From mboxrd@z Thu Jan  1 00:00:00 1970
Return-Path: <linux-kernel-owner+willy=40w.ods.org-S261569AbVDEGKo@vger.kernel.org>
Received: (majordomo@vger.kernel.org) by vger.kernel.org via listexpand
	id S261569AbVDEGKo (ORCPT <rfc822;willy@w.ods.org>);
	Tue, 5 Apr 2005 02:10:44 -0400
Received: (majordomo@vger.kernel.org) by vger.kernel.org id S261570AbVDEGKo
	(ORCPT <rfc822;linux-kernel-outgoing>);
	Tue, 5 Apr 2005 02:10:44 -0400
Received: from e32.co.us.ibm.com ([32.97.110.130]:19097 "EHLO
	e32.co.us.ibm.com") by vger.kernel.org with ESMTP id S261569AbVDEGK2
	(ORCPT <rfc822;linux-kernel@vger.kernel.org>);
	Tue, 5 Apr 2005 02:10:28 -0400
Subject: Re: ext3 allocate-with-reservation latencies
From: Mingming Cao <cmm@us.ibm.com>
Reply-To: cmm@us.ibm.com
To: Ingo Molnar <mingo@elte.hu>
Cc: Lee Revell <rlrevell@joe-job.com>,
       linux-kernel <linux-kernel@vger.kernel.org>,
       Andrew Morton <akpm@osdl.org>
In-Reply-To: <20050405041359.GA17265@elte.hu>
References: <1112673094.14322.10.camel@mindpipe>
	 <20050405041359.GA17265@elte.hu>
Content-Type: text/plain
Organization: IBM LTC
Date: Mon, 04 Apr 2005 23:10:24 -0700
Message-Id: <1112681424.3811.42.camel@localhost.localdomain>
Mime-Version: 1.0
X-Mailer: Evolution 2.0.2 (2.0.2-3) 
Content-Transfer-Encoding: 7bit
Sender: linux-kernel-owner@vger.kernel.org
X-Mailing-List: linux-kernel@vger.kernel.org

On Tue, 2005-04-05 at 06:13 +0200, Ingo Molnar wrote:
> * Lee Revell <rlrevell@joe-job.com> wrote:
> 
> > I can trigger latencies up to ~1.1 ms with a CVS checkout.  It looks
> > like inside ext3_try_to_allocate_with_rsv, we spend a long time in this
> > loop:
> > 

We have not modify the reservation create algorithm for a long time.
Sorry, I missed the background here, on which kernel did you see this
latency? And what tests you were running?
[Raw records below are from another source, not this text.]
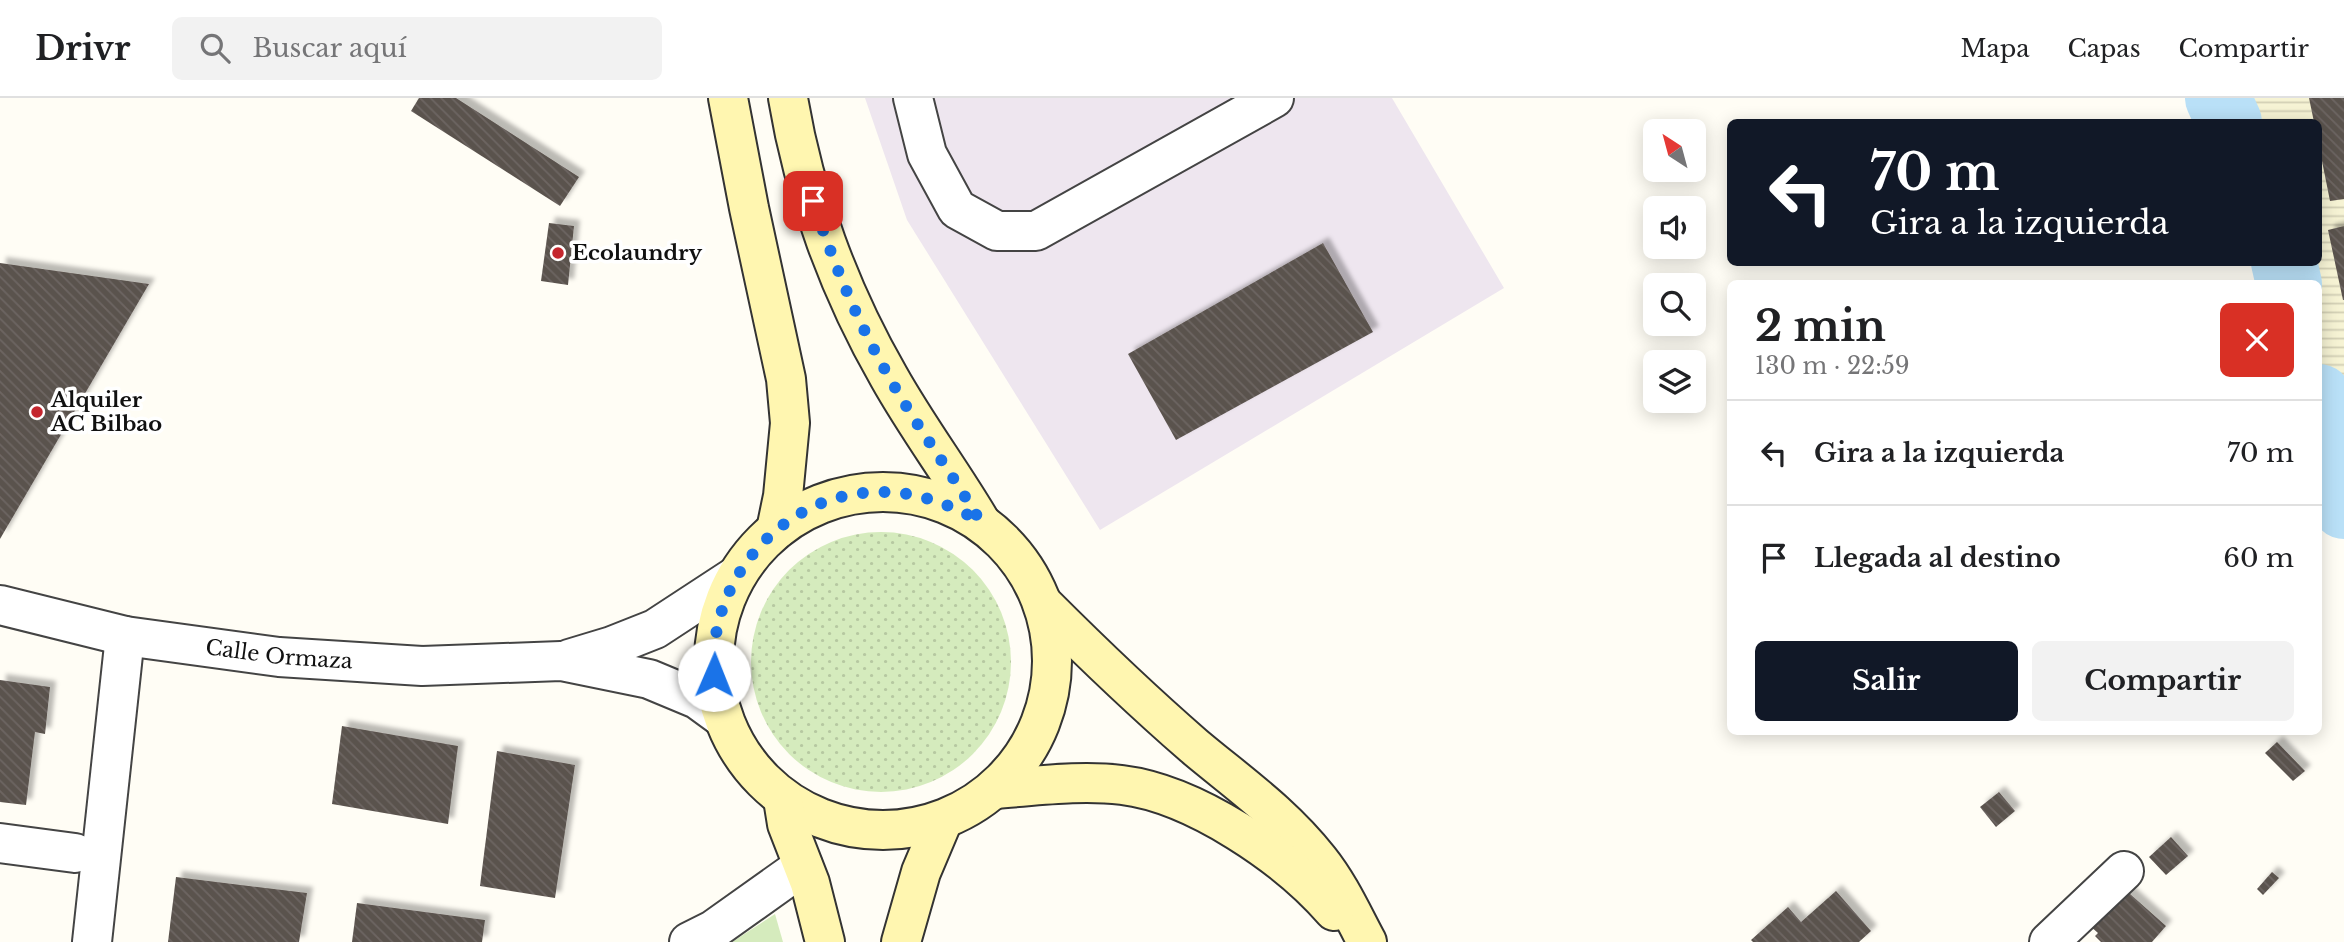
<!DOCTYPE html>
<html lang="es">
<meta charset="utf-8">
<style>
:root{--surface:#fff;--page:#f2f2f2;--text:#202124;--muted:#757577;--line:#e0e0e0;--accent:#111827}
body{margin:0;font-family:"Libre Baskerville",serif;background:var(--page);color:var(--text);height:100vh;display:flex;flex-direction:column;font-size:26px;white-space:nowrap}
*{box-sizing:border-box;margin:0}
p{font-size:23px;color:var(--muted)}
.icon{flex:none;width:38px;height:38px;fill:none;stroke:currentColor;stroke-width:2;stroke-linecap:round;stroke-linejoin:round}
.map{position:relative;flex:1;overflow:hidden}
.drawer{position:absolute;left:1727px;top:182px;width:595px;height:455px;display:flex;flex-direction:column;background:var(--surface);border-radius:10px;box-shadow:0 4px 18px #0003}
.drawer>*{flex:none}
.top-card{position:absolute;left:1727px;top:21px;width:595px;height:147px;border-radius:10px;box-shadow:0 4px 18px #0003;background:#111827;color:#fff;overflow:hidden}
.needle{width:46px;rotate:324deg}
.controls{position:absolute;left:1643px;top:21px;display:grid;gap:14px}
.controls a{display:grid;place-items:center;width:63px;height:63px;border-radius:10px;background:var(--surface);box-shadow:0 4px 18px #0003;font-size:35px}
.pin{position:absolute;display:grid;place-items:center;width:60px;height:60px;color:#fff;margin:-30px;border-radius:14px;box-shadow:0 4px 10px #0006}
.me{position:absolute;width:77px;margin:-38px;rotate:1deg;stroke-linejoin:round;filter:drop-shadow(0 0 5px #0008)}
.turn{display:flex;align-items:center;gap:24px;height:147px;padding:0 28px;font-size:32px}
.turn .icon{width:91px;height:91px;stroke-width:2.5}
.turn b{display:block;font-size:49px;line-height:60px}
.round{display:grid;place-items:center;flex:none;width:74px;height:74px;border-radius:10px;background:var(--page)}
.head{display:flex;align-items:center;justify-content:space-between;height:119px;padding:0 28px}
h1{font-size:42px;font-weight:700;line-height:52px}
.button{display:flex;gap:14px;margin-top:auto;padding:14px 28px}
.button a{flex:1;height:80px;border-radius:10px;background:var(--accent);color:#fff;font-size:28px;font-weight:700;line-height:80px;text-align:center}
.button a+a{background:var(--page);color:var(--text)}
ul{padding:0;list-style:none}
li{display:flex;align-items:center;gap:21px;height:105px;padding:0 28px;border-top:2px solid var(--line)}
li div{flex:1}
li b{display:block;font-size:26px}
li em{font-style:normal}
header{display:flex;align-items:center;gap:42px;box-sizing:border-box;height:98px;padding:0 35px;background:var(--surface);border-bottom:2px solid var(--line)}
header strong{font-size:33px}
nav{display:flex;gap:38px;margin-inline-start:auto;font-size:24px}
.search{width:490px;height:63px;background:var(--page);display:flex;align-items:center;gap:18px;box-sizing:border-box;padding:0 24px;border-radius:10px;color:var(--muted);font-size:26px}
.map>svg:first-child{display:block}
.industrial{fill:#eee6ef}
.farmland{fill:url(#farmland-rules)}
.park{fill:#d5ebbd}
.garden{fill:url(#garden-dots)}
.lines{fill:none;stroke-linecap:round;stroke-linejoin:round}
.river{stroke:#b9e0f7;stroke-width:66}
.building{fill:url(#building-back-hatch);filter:url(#shadow)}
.street-casing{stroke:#444;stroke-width:42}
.secondary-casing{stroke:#333;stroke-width:42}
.street{stroke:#fff;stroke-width:38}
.secondary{stroke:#fff6b0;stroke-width:38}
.route{stroke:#1a73e8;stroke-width:12;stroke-dasharray:0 21.6}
.poi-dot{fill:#c4262e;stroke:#fff;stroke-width:2.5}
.labels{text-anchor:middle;stroke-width:7;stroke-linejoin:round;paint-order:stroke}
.poi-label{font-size:21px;font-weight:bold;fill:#111;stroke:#fff;text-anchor:start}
.street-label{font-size:21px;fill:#111;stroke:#fff}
</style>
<header>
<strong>Drivr</strong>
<div class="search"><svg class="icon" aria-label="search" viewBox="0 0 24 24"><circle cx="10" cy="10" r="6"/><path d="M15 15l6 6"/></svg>Buscar aquí</div>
<nav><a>Mapa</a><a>Capas</a><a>Compartir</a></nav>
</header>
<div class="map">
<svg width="2344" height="844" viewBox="0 0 2344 844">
<defs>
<pattern id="farmland-rules" width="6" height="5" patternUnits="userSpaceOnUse" patternTransform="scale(1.75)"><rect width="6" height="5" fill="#f6f3d4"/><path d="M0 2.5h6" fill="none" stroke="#d2cfb5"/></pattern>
<pattern id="garden-dots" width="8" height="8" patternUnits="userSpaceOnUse" patternTransform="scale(1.75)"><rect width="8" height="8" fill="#d5ebbd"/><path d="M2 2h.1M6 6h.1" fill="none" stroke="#b6c8a1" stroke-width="1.8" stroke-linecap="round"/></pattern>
<pattern id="building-back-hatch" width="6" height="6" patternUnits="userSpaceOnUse" patternTransform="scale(1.75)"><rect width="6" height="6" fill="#5a524d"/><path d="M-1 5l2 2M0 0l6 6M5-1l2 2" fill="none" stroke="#6d6662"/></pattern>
<filter id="shadow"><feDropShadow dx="6" dy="-6" stdDeviation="2" flood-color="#0004"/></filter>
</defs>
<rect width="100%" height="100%" fill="#fffdf5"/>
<polygon class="industrial" points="865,0 1392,0 1504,190 1100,432 907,122"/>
<polygon class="farmland" points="2226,0 2344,0 2344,363 2319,285 2319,186 2286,185 2279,165 2319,164 2319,24 2234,24"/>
<polygon class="park" points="775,816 783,844 732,844"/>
<circle class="garden" cx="881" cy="564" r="130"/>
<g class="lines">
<g class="river">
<polyline points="2218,0 2229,24"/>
<polyline points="2284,164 2289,186"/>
<polyline points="2319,299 2344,408"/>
</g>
</g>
<g class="building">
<polygon points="419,0 456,0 579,79 560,108 411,13"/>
<polygon points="2309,0 2344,0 2344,101 2330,103 2319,48 2319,24 2314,24"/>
<polygon points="549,125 574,128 568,187 541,183"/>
<polygon points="2344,128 2344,202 2343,202 2328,132"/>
<polygon points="1323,145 1373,234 1176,342 1128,256"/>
<polygon points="0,165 149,186 0,441"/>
<polygon points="0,582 50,589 45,636 35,634 26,707 0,704"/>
<polygon points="342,628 458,648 448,726 332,706"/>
<polygon points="2277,644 2305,673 2293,683 2265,655"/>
<polygon points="497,653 575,667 555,800 480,788"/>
<polygon points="1999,694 2015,713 1996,729 1980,709"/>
<polygon points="2171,739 2188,758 2166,777 2149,759"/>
<polygon points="2272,774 2279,780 2263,797 2257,791"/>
<polygon points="176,779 307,795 299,844 168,844"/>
<polygon points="2120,787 2166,828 2152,844 2101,844 2095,838 2098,835 2081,820"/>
<polygon points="1836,793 1871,833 1859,844 1753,844 1751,842 1788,809 1801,824"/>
<polygon points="357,805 485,822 482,844 352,844"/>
</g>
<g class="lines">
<g class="street-casing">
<g id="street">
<polyline points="913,0 927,56 957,111 997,133 1036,133 1274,0"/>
<path id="s1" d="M0,507L125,538L279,559L422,568L561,563L649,581L697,601L723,620"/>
<polyline points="569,561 612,548 655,531 736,478"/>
<polyline points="0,745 75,755"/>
<polyline points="92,844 125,538"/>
<polyline points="689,844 713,832 803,768"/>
<polyline points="2049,844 2124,773"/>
</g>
</g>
<g class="secondary-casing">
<g id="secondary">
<polyline points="728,0 749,110 786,281 790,325 783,398 776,432"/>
<path d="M788,0C804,97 840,194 889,279C917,329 951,374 980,423"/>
<circle cx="883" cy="563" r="169"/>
<path d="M1043,506C1092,555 1141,602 1194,648C1238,685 1282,715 1319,762C1339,787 1352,816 1367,844"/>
<path d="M994,691C1037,688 1080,682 1122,687C1195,696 1287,759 1334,813"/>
<polyline points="783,701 787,726 810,785 825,844"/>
<polyline points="901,844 921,774 943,722"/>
</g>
</g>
<use href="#street" class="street"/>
<use href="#secondary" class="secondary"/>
</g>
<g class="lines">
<path class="route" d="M714,577C707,483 782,395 878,394C916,393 948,406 980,423C951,374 917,329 889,279C857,223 833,164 813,103"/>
</g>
<g class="poi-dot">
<circle cx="558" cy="155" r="7"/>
<circle cx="37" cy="314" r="7"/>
</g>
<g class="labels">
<g class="poi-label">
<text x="572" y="162">Ecolaundry</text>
<text x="51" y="309">Alquiler<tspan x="51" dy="24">AC Bilbao</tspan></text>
</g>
<g class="street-label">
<text dy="7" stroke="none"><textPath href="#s1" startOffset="284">Calle Ormaza</textPath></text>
</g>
</g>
</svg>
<div class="controls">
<a><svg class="needle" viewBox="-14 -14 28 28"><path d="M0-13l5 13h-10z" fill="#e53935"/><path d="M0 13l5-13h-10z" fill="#757577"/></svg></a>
<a><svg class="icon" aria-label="sound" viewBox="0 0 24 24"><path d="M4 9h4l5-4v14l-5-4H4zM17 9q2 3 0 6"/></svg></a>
<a><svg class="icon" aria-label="search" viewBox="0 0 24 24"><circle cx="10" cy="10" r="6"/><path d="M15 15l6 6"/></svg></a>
<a><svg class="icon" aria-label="layers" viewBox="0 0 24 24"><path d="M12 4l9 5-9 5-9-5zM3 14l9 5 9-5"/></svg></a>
</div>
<div class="pin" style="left:813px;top:103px;background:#d93025"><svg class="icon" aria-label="arrive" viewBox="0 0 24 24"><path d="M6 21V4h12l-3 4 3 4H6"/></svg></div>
<svg class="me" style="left:714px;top:577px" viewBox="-20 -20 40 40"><circle r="19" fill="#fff"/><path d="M0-13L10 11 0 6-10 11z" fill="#1a73e8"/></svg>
<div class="top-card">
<div class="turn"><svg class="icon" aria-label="left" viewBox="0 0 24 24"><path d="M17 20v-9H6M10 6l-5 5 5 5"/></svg><div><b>70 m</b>Gira a la izquierda</div></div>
</div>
<section class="drawer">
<div class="head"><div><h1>2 min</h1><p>130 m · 22:59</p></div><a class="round" style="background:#d93025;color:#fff"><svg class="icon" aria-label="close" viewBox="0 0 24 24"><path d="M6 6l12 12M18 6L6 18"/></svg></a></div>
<ul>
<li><svg class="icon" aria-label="left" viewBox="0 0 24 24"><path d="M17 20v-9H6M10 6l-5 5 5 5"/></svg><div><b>Gira a la izquierda</b></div><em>70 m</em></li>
<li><svg class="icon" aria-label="arrive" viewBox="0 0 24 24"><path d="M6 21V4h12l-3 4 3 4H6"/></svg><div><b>Llegada al destino</b></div><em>60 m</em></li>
</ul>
<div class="button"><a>Salir</a><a>Compartir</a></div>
</section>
</div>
> > ext3_test_allocatable (bitmap_search_next_usable_block)
> > find_next_zero_bit (bitmap_search_next_usable_block)
> > find_next_zero_bit (bitmap_search_next_usable_block)
> > 
> > ext3_test_allocatable (bitmap_search_next_usable_block)
> > find_next_zero_bit (bitmap_search_next_usable_block)
> > find_next_zero_bit (bitmap_search_next_usable_block)
> 

The loop in bitmap_search_next_usable_block tries to find the next zero
bit on the bitmap, if it find, then it need to check whether this zero
bit is also be zero on the journalling last copy the the bitmap. The
double check is there prevent re-use the just freed block on disk before
it is committed from journalling. If it's not marked as a free block on
the journalling copy, then it will find the next free bit on that copy
first, then loop back etc.etc.

The bitmap_search_next_usable_block() code is quite simple:

static int
bitmap_search_next_usable_block(int start, struct buffer_head *bh,
                                        int maxblocks)
{
        int next;
        struct journal_head *jh = bh2jh(bh);

        /*
         * The bitmap search --- search forward alternately through the actual
         * bitmap and the last-committed copy until we find a bit free in
         * both
         */
        while (start < maxblocks) {
                next = ext3_find_next_zero_bit(bh->b_data, maxblocks, start);
                if (next >= maxblocks)
                        return -1;
                if (ext3_test_allocatable(next, bh))
                        return next;
                jbd_lock_bh_state(bh);
                if (jh->b_committed_data)
                        start = ext3_find_next_zero_bit(jh->b_committed_data,
                                                        maxblocks, next);
                jbd_unlock_bh_state(bh);
        }
        return -1;
}

The latency report shows the pattern of two calls of ext3_find_next_zero_bit () after a call to ext3_test_allocatable(), matches what I suspect above.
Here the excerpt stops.